(Work task) Extract from the entries below, exactly as given, only the lines from the line containing "M698,1653L709,1681L666,1721L656,1693Z" to the line containing "M1334,1159L1392,1215L1302,1307L1245,1251Z", both lines included.

(Record excerpts)
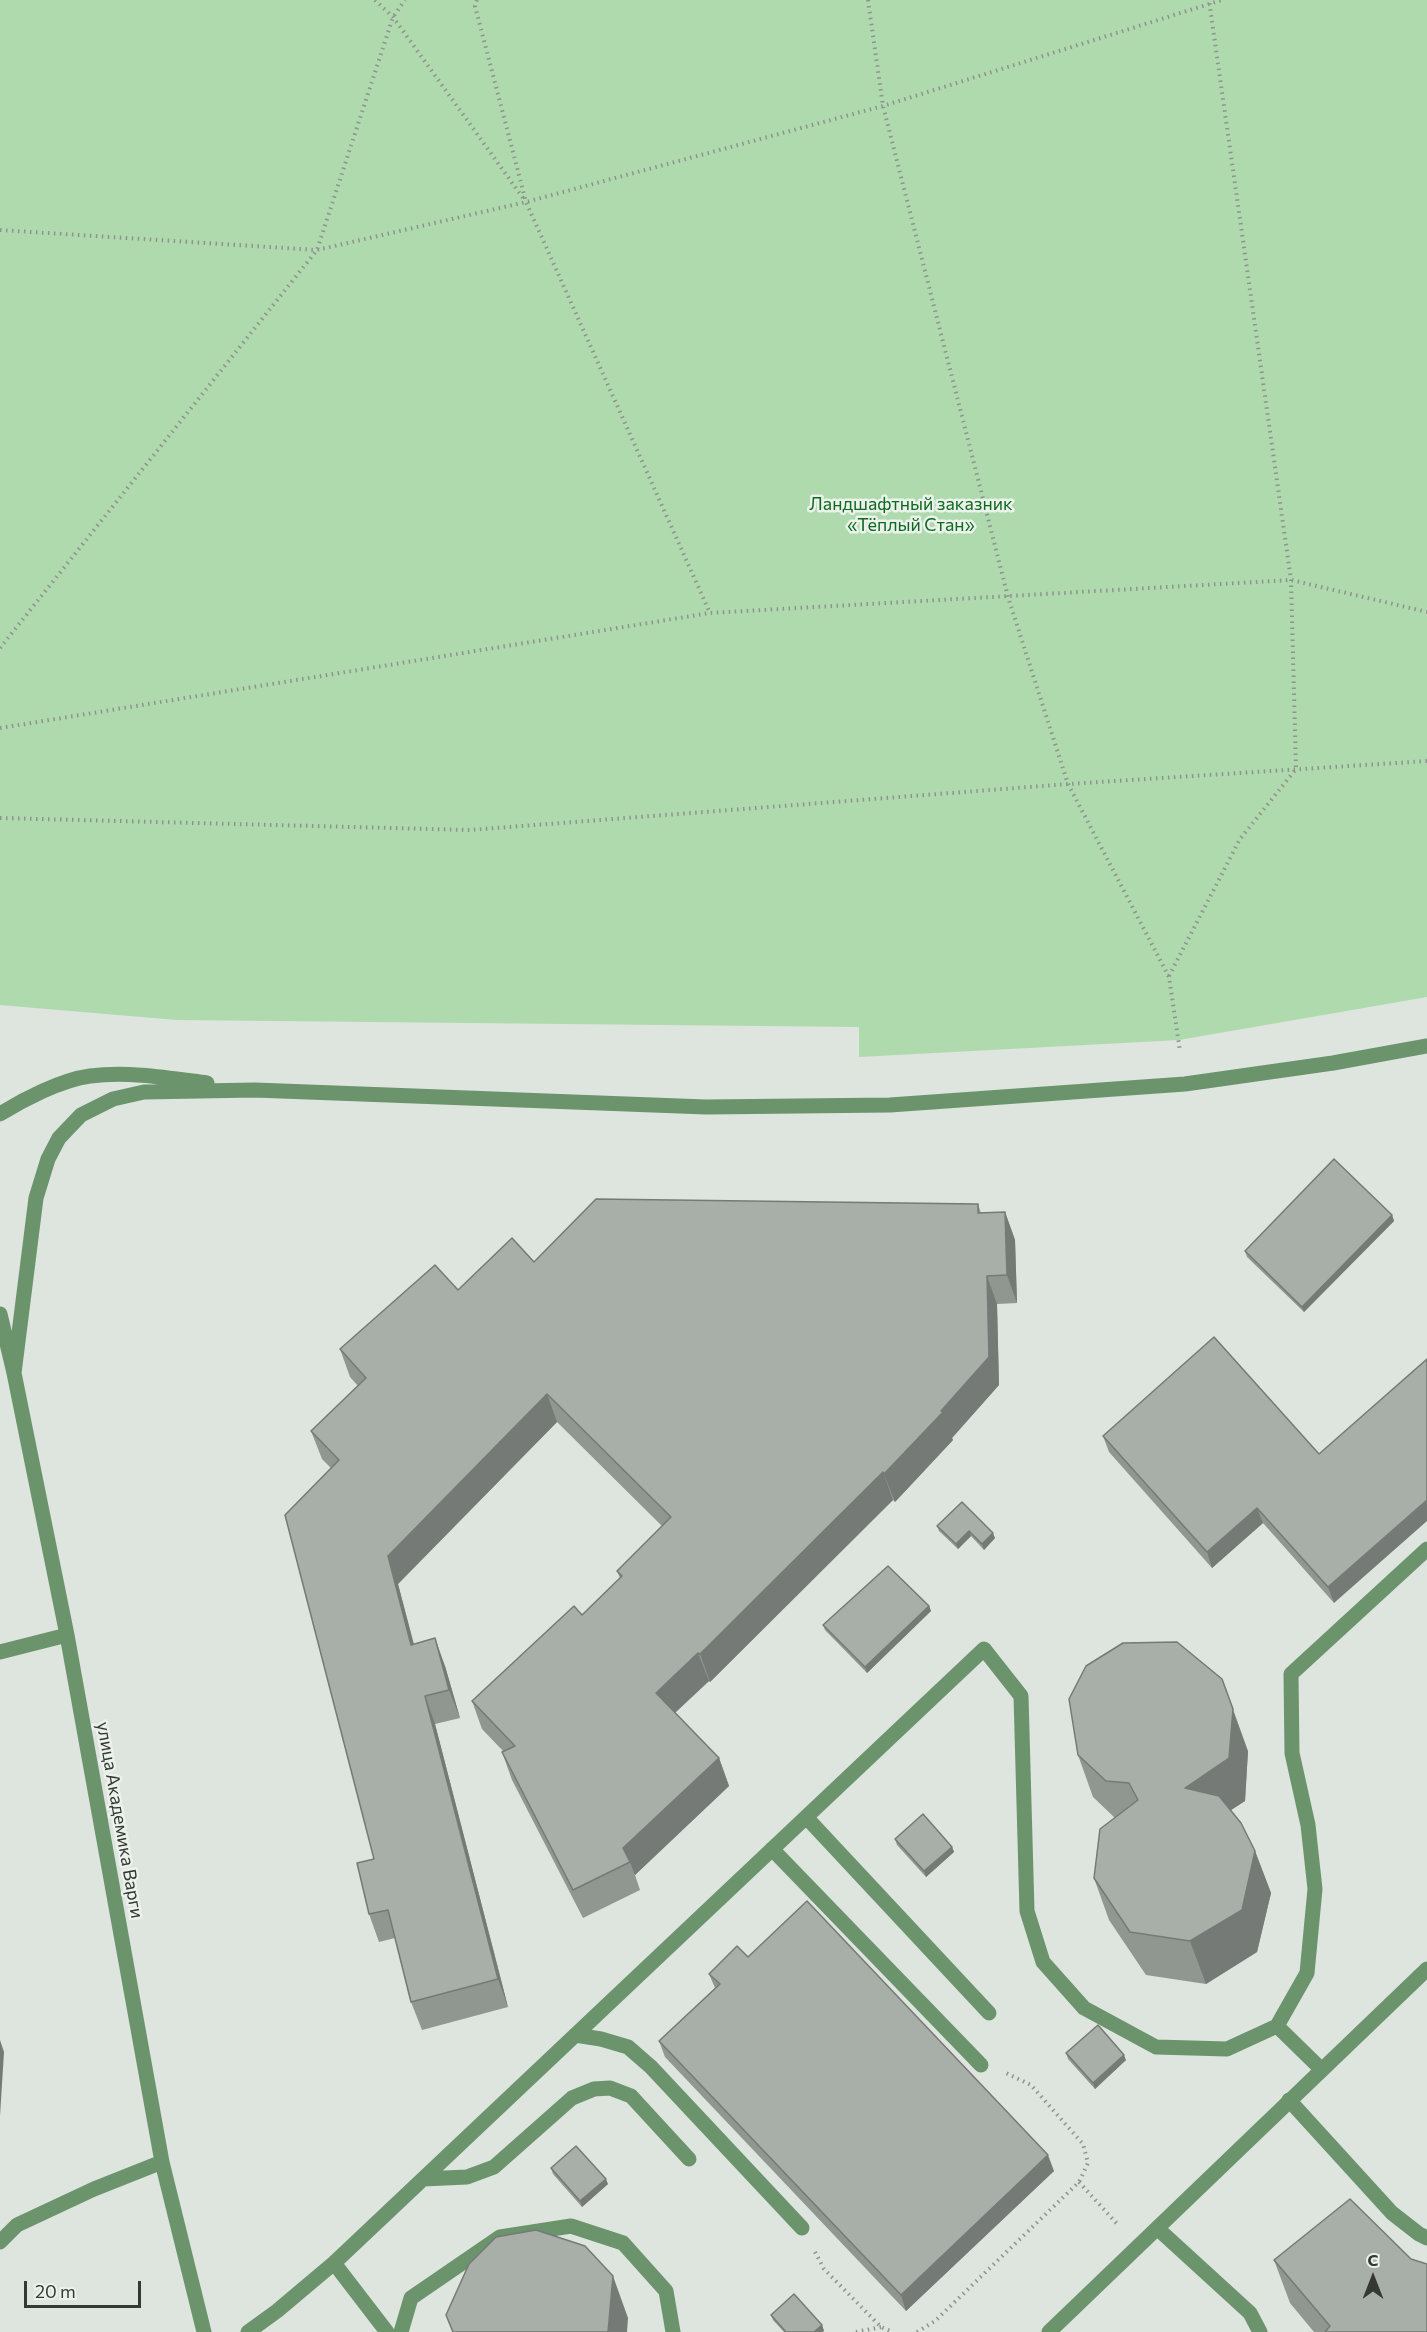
<!DOCTYPE html>
<meta charset="utf-8">
<style>
body{margin:0}
#map{position:relative;width:1427px;height:2332px;overflow:hidden;background:#dee4de;font-family:Commissioner,sans-serif}
canvas{display:block}
.north{position:absolute;left:1343px;top:2248px;width:60px;height:60px;-webkit-text-stroke:4px #ebf1eb;paint-order:stroke;rotate:0deg;font-size:16px;font-weight:700;line-height:24px;text-align:center;color:#353835}
.north::after{content:'';display:block;margin:auto;width:21px;height:27px;background:#353835;clip-path:polygon(50% 0,100% 100%,50% 72%,0 100%)}
.scale{position:absolute;left:24px;top:2281px;width:117px;height:27px;box-sizing:border-box;border:3px solid #353835;border-top:0;padding-left:8px;font-size:18px;line-height:21px;white-space:nowrap;color:#353835;-webkit-text-stroke:4px #ebf1eb;paint-order:stroke}
</style>
<div id="map">
<canvas width="1427" height="2332"></canvas>
<div class="north">С</div>
<div class="scale">20 m</div>
</div>
<script>
const g = document.querySelector('canvas').getContext('2d');
g.lineJoin = 'round';
function fill(path, color) {
  g.fillStyle = color;
  g.fill(path, 'evenodd');
}
function trace(path, color, width, dash) {
  g.strokeStyle = color;
  g.lineWidth = width;
  g.lineCap = dash ? 'butt' : 'round';
  g.setLineDash(dash || []);
  g.stroke(path);
}
function write(font, color, halo, rows, align = 'center') {
  g.font = font + ' Commissioner,sans-serif';
  g.lineWidth = 5;
  g.setLineDash([]);
  g.textBaseline = 'middle';
  g.strokeStyle = halo;
  g.fillStyle = color;
  for (const [text, x, y, turn = 0] of rows) {
    g.save();
    g.translate(x, y);
    g.rotate((+turn || 0) * Math.PI / 180);
    g.textAlign = isNaN(turn) ? turn : align;
    if (halo) g.strokeText(text, 0, 0);
    g.fillText(text, 0, 0);
    g.restore();
  }
}
fill(new Path2D(`
 M0,0H1427V997L1179,1040L859,1057V1027L177,1020L0,1005Z`), '#aedaae');
trace(new Path2D(`
 M375,0L393,17L523,198
 M477,0L475,6L526,202L710,613
 M868,0L883,106L1008,597L1068,784L1169,977L1180,1051
 M0,230L317,250L526,202L883,106L1222,0
 M0,648L317,250L393,17L405,0
 M0,728L710,613L1291,580L1427,612
 M0,818L470,830L1068,784L1427,761
 M1169,976L1240,839L1296,769L1291,580L1209,0
 M1079,2182L1119,2226
 M815,2252L824,2269L881,2327L893,2332
 M856,2332L881,2327
 M917,2332L935,2321L1079,2182L1088,2163L1083,2144L1031,2085L1006,2073`), '#8f938f', 4, [1.5, 4.5]);
trace(new Path2D(`
 M0,1114C24,1099 61,1080 90,1076C129,1071 169,1078 207,1083
 M0,1314L14,1373L67,1635L162,2162L204,2332
 M14,1373L36,1198L48,1159L59,1138L81,1115L113,1099L144,1092L255,1090L706,1107L890,1105L1185,1084L1333,1063L1427,1046
 M0,1652L67,1635
 M806,1817L989,2013
 M772,1849L981,2065
 M575,2035L601,2039L628,2047L651,2067L802,2228
 M1321,2069L1277,2026L1307,1973L1315,1889L1308,1825L1292,1753L1291,1674L1427,1549
 M1289,2100L1392,2213L1419,2234L1427,2238
 M423,2179L467,2177L494,2167L572,2098L594,2089L610,2088L631,2096L689,2159
 M1157,2228L1250,2313L1260,2332
 M0,2242L17,2225L94,2189L162,2162
 M334,2263L387,2332
 M248,2332L277,2311L334,2263L984,1649L1021,1696L1027,1911L1043,1962L1084,2008L1156,2047L1227,2049L1277,2026
 M401,2332L411,2298L500,2237L571,2226L623,2243L666,2291L673,2332
 M1049,2332L1427,1969`), '#6b946c', 15);
fill(new Path2D(`
 M978,1204L981,1213L1005,1212L1015,1240L1017,1303L997,1304L999,1385L952,1438L953,1440L895,1502L893,1500L710,1682L709,1681L675,1713L719,1758L729,1786L635,1875L640,1890L583,1918L512,1780L502,1752H504L482,1729L472,1701L582,1615L620,1578L617,1571L662,1526L557,1422L398,1584L414,1644L445,1666L460,1718L435,1724L508,2007L422,2030L411,2002L395,1938L379,1942L369,1914L374,1859L331,1468L322,1459L311,1431L358,1386L350,1377L340,1349L458,1290L534,1262Z
 M1392,1215L1394,1221L1304,1312L1247,1257L1245,1251Z
 M1103,1436L1319,1454L1334,1603L1263,1523L1212,1568L1109,1452Z
 M962,1502L995,1538L984,1550L971,1536L958,1549L939,1531L937,1526Z
 M929,1606L931,1611L867,1673L825,1630L823,1625Z
 M1248,1751L1245,1801L1231,1810L1255,1851L1271,1893L1257,1952L1206,1984L1146,1975L1109,1920L1094,1878L1115,1818L1093,1797L1078,1755Z
 M895,1839L952,1847L954,1852L926,1877L897,1845Z
 M748,1957L1054,2171L906,2311L665,2057L659,2041L715,1988L709,1974Z
 M1066,2053L1126,2060L1095,2089L1068,2059Z
 M551,2168L608,2184L582,2207L553,2174Z
 M1411,2259L1427,2332H1314L1290,2303L1274,2260Z
 M771,2315L822,2325L824,2331L822,2332H784L773,2320Z`), '#909690');
fill(new Path2D(`
 M1005,1212L1015,1240L1017,1303L1007,1275Z
 M1392,1215L1394,1221L1304,1312L1302,1307Z
 M987,1276L997,1304L999,1385L952,1438L953,1440L895,1502L884,1474L941,1411Z
 M547,1394L557,1422L398,1584L421,1673L411,1645L388,1556Z
 M883,1472L893,1500L710,1682L700,1654Z
 M1427,1500V1521L1334,1603L1328,1587Z
 M1257,1508L1263,1523L1212,1568L1207,1552Z
 M969,1531L971,1536L958,1549L956,1544Z
 M993,1533L995,1538L984,1550L982,1544Z
 M929,1606L931,1611L867,1673L865,1667Z
 M435,1638L445,1666L460,1718L449,1690Z
 M698,1653L709,1681L666,1721L656,1693Z
 M1222,1679L1248,1751L1245,1801L1200,1830L1185,1788Z
 M425,1696L435,1724L508,2007L498,1979Z
 M719,1758L729,1786L635,1875L630,1862L623,1848Z
 M952,1847L954,1852L926,1877L924,1871Z
 M1255,1851L1271,1893L1257,1952L1206,1984L1190,1941Z
 M0,2040L4,2052L0,2116Z
 M1124,2055L1126,2060L1095,2089L1093,2083Z
 M1048,2155L1054,2171L906,2311L901,2295Z
 M606,2179L608,2184L582,2207L580,2201Z
 M613,2276L628,2318L627,2332H608Z
 M822,2325L824,2331L822,2332H814Z`), '#767a76');
const building = new Path2D(`
 M1334,1159L1392,1215L1302,1307L1245,1251Z
 M596,1199L978,1204V1213L1005,1212L1007,1275L987,1276L989,1357L941,1411L943,1412L884,1474L883,1472L700,1654L698,1653L656,1693L719,1758L623,1848L630,1862L573,1890L502,1752L515,1746L472,1701L574,1606L582,1615L622,1576L617,1571L671,1517L547,1394L388,1556L411,1645L435,1638L449,1690L425,1696L498,1979L411,2002L388,1910L369,1914L357,1863L374,1859L285,1515L339,1460L311,1431L366,1378L340,1349L435,1265L458,1290L512,1238L534,1262Z
 M1214,1337L1319,1454L1427,1359V1500L1328,1587L1257,1508L1207,1552L1103,1436Z
 M962,1502L993,1533L982,1544L969,1531L956,1544L937,1526Z
 M888,1566L929,1606L865,1667L823,1625Z
 M1177,1642L1222,1679L1233,1709L1229,1758L1185,1788L1219,1796L1241,1823L1255,1851L1242,1910L1190,1941L1130,1932L1094,1878L1100,1829L1138,1800L1129,1783L1106,1781L1078,1755L1069,1699L1086,1666L1123,1643Z
 M923,1814L952,1847L924,1871L895,1839Z
 M807,1901L1048,2155L901,2295L659,2041L720,1984L709,1974L737,1946L748,1957Z
 M1098,2025L1124,2055L1093,2083L1066,2053Z
 M576,2146L606,2179L580,2201L551,2168Z
 M1350,2199L1411,2259L1427,2264V2332H1325L1330,2326L1274,2260Z
 M536,2230L585,2246L613,2276L608,2332H453L446,2315L469,2264L496,2237Z
 M794,2294L822,2325L814,2332H786L771,2315Z`);
fill(building, '#a8aea8');
trace(building, '#767a76', 1.5);
write('18px', '#0e6a1f', '#ebf1eb', [
 ["Ландшафтный заказник",911,504],
 ["«Тёплый Стан»",911,525]
]);
write('18px', '#353835', '#ebf1eb', [
 ["улица Академика Варги",120,1820,80]
]);
</script>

(Exercise response)
 M698,1653L709,1681L666,1721L656,1693Z
 M1222,1679L1248,1751L1245,1801L1200,1830L1185,1788Z
 M425,1696L435,1724L508,2007L498,1979Z
 M719,1758L729,1786L635,1875L630,1862L623,1848Z
 M952,1847L954,1852L926,1877L924,1871Z
 M1255,1851L1271,1893L1257,1952L1206,1984L1190,1941Z
 M0,2040L4,2052L0,2116Z
 M1124,2055L1126,2060L1095,2089L1093,2083Z
 M1048,2155L1054,2171L906,2311L901,2295Z
 M606,2179L608,2184L582,2207L580,2201Z
 M613,2276L628,2318L627,2332H608Z
 M822,2325L824,2331L822,2332H814Z`), '#767a76');
const building = new Path2D(`
 M1334,1159L1392,1215L1302,1307L1245,1251Z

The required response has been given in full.